Comparazione fra detenzione di Treasuries e prestiti in essere delle banche Usa Comparazione fra detenzione di Treasuries e prestiti in essere delle banche Usa Fonte: Deutsche Bank

dal quale si evince come a essere ritenuta di corto respiro dal mercato ci sia una cosa sola: il taper stesso e la sua reale durata. Stando a uno studio di Deutsche Bank, infatti, nei prossimi trimestri le banche statunitensi sono pronte ad acquistare Treasuries per circa 200 miliardi di dollari di controvalore, sintomo di un cortocircuito in atto che vede l’extra cash iniettato nel sistema non terminare in consumi ma in depositi. Gli istituti, dal canto loro, investono quel denaro in titoli di Stato, stante la poca richiesta di credito e la sua poca attrattività: un loop ricardiano o giapponese che spiega come il deficit di conto corrente Usa non si sia ulteriormente ampliato.

Il quadro, però, va letto in controluce. L’America che Jerome Powell ha dipinto si basa su un outlook di crescita strutturalmente debole, troppo risparmio rispetto ai consumi (voce che pesa per il 70% del Pil statunitense) e ora un’inflazione in continua crescita e con prospettive di persistenza.
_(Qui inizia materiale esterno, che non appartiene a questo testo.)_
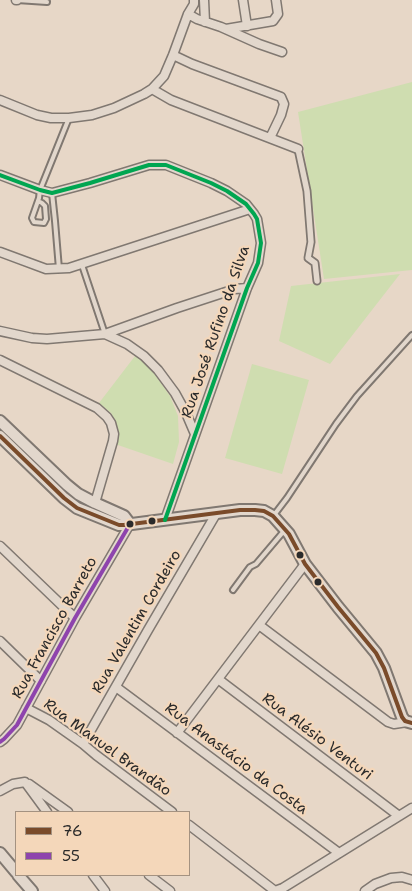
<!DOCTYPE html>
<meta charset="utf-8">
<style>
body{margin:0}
#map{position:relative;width:412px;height:891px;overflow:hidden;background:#e7d7c7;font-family:"Shantell Sans",sans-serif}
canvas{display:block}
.legend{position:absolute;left:15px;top:811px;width:175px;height:65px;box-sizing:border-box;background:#f4d7ba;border:1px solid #a49281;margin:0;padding:6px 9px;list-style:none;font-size:15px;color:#2b2b2b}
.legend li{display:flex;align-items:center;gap:10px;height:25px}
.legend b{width:25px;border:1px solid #a49281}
</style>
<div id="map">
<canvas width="412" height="891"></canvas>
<ul class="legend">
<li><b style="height:6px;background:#7a4b2a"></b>76</li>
<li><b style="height:6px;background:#8e44ad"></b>55</li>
</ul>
</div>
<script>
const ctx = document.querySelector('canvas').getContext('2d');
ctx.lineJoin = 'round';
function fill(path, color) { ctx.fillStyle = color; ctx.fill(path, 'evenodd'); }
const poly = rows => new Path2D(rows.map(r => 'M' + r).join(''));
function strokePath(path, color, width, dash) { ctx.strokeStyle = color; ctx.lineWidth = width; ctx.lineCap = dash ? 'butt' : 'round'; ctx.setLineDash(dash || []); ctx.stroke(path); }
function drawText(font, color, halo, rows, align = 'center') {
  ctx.font = font + ' "Shantell Sans",sans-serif'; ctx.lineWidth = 4.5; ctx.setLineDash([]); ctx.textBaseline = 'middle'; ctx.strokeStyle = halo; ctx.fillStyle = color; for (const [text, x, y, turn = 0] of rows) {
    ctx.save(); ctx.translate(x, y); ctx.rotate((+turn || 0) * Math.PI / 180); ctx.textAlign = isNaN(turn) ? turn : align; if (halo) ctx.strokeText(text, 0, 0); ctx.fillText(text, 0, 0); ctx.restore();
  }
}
fill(poly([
 [412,82,412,270,324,279,298,112],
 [400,274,330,364,279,341,291,286],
 [135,356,140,359,154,373,170,396,178,416,179,442,173,464,115,444,117,436,116,424,111,413,99,403],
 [252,364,309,380,282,474,225,458]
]), '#cfddb0');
const service = poly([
 [17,0,47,2],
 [52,193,55,221,59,269],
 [38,201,42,203,45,206,46,219,44,223,34,222,32,218,39,198,40,190,69,118],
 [82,265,105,334],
 [274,515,287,498,336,424,357,396,412,335],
 [233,590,250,567,256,564,284,531]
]);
const pedestrian = poly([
 [298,149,307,191,311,242,308,258,315,263,317,281]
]);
const minor = poly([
 [16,0,17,0],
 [204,0,205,22],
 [243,0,247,26],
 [188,14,197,19,221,27,259,44,282,52],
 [226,29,273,21,278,14,276,0],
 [173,55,192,64,281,97,284,104,281,115,270,138],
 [152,89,171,100,298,149],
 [0,100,37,115,51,118,69,118,92,115,114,108,144,94,152,89,164,76,173,55,188,14,194,4,194,0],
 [0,175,40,190,52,193,90,183,149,165,166,165,211,183,227,191,246,204,254,214,257,219,261,243,258,263,247,288,165,520],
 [0,252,46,269,69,268,250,209],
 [0,331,32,338,47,339,105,334,177,308,235,289,247,288],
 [105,334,127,344,144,356,158,370,175,393,186,413,195,434],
 [0,360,97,408,107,417,111,423,114,434,113,441,95,503],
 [0,546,75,618],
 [259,625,388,722,394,724,407,722],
 [0,641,41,681],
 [218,679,399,816],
 [116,687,339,853],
 [26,708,49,720,83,744,96,755,172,812],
 [177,733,305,564],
 [0,742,4,739,17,725,75,618,130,524],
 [83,744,148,630,216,514],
 [29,784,68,812],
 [0,791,13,784,25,782,47,812],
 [189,825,275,891],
 [93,875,105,891],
 [149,875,170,891],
 [275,891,283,888,320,865,412,808],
 [365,891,375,884,391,878,402,877,412,880]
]);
const tertiary = poly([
 [0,421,67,485,78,494,95,503,124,516,130,524],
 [0,436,64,498,77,508,119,525,124,525,240,510,255,510,264,511,273,516,289,534,305,564,338,607,376,653,384,668,402,717,405,721,412,723],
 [0,853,16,872],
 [18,875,32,891]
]);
strokePath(service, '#807871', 8);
strokePath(pedestrian, '#807871', 9);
strokePath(minor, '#807871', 11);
strokePath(tertiary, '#807871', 14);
strokePath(service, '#e2d7cc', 4);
strokePath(pedestrian, '#e2d7cc', 5.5);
strokePath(minor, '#e2d7cc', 8);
strokePath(tertiary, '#e2d7cc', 10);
strokePath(poly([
 [0,436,64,498,77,508,119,525,124,525,240,510,255,510,264,511,273,516,289,534,305,564,338,607,376,653,384,668,402,717,405,721,412,723]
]), '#7a4b2a', 4);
strokePath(poly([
 [0,742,4,739,17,725,75,618,130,524]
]), '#8e44ad', 4);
strokePath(poly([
 [0,175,40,190,52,193,90,183,149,165,166,165,211,183,227,191,246,204,254,214,257,219,261,243,258,263,247,288,165,520]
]), '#00a651', 4);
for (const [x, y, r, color] of [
 [152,521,4.5,"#2b2b2b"],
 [130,524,4.5,"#2b2b2b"],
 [300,555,4.5,"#2b2b2b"],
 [318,582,4.5,"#2b2b2b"]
]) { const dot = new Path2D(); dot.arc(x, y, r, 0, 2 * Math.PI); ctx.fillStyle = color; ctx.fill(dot); strokePath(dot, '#f4d7ba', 2); }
drawText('15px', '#2b2b2b', '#f4d7ba', [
 ["Rua José Rufino da Silva",216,332,-71],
 ["Rua Valentim Cordeiro",137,622,-60],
 ["Rua Francisco Barreto",55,628,-61],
 ["Rua Alésio Venturi",317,737,37],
 ["Rua Manuel Brandão",107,748,36],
 ["Rua Anastácio da Costa",236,759,37]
]);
</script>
Insomma, il paradigma macro dominante è cambiato: il sistema non si chiede più se potrà reggere al ritiro degli stimoli, stante buybacks da record che stanno garantendo sostegno e lo faranno almeno fino a inizio 2022 e un bilancio record della Fed che, numeri alla mano, resterà tale fino al maggio 2022, al netto dello scale back mensile.

Bensì, come e quanto la Fed riuscirà per una volta a sincronizzare i tempi di aggiustamento emergenziale del taper con l’ufficialità di un trend fuori controllo dei prezzi. Insomma, ora si prezza la probabilità del policy error strutturale e non congiunturale. Jerome Powell lo sa e, non a caso, ha scomodato persino la filosofia spicciola da decadentismo adolescenziale per indorare la pillola della falsa transitorietà dell’inflazione. Per ora, il mercato sembra aver fatto finta di crederci.

Per quanto, però? La percezione generale rimane la solita: quella che basa modelli e aspettative su un ennesimo reset della situazione garantito dal Covid, da qui alla prossima primavera. E lo stillicidio di nuovi allarmi contagio in mezzo mondo sembra confermare come il Qe sanitario parallelo al taper e al suo tantrum sui rendimenti sia già ripartito a forza quattro, forte del suo generoso effetto di contro-bilanciamento. Insomma, parafrasando la filosofia spicciola di Powell e un noto spot di diamanti, viene da dire che nulla è per sempre. Tranne l’endemia.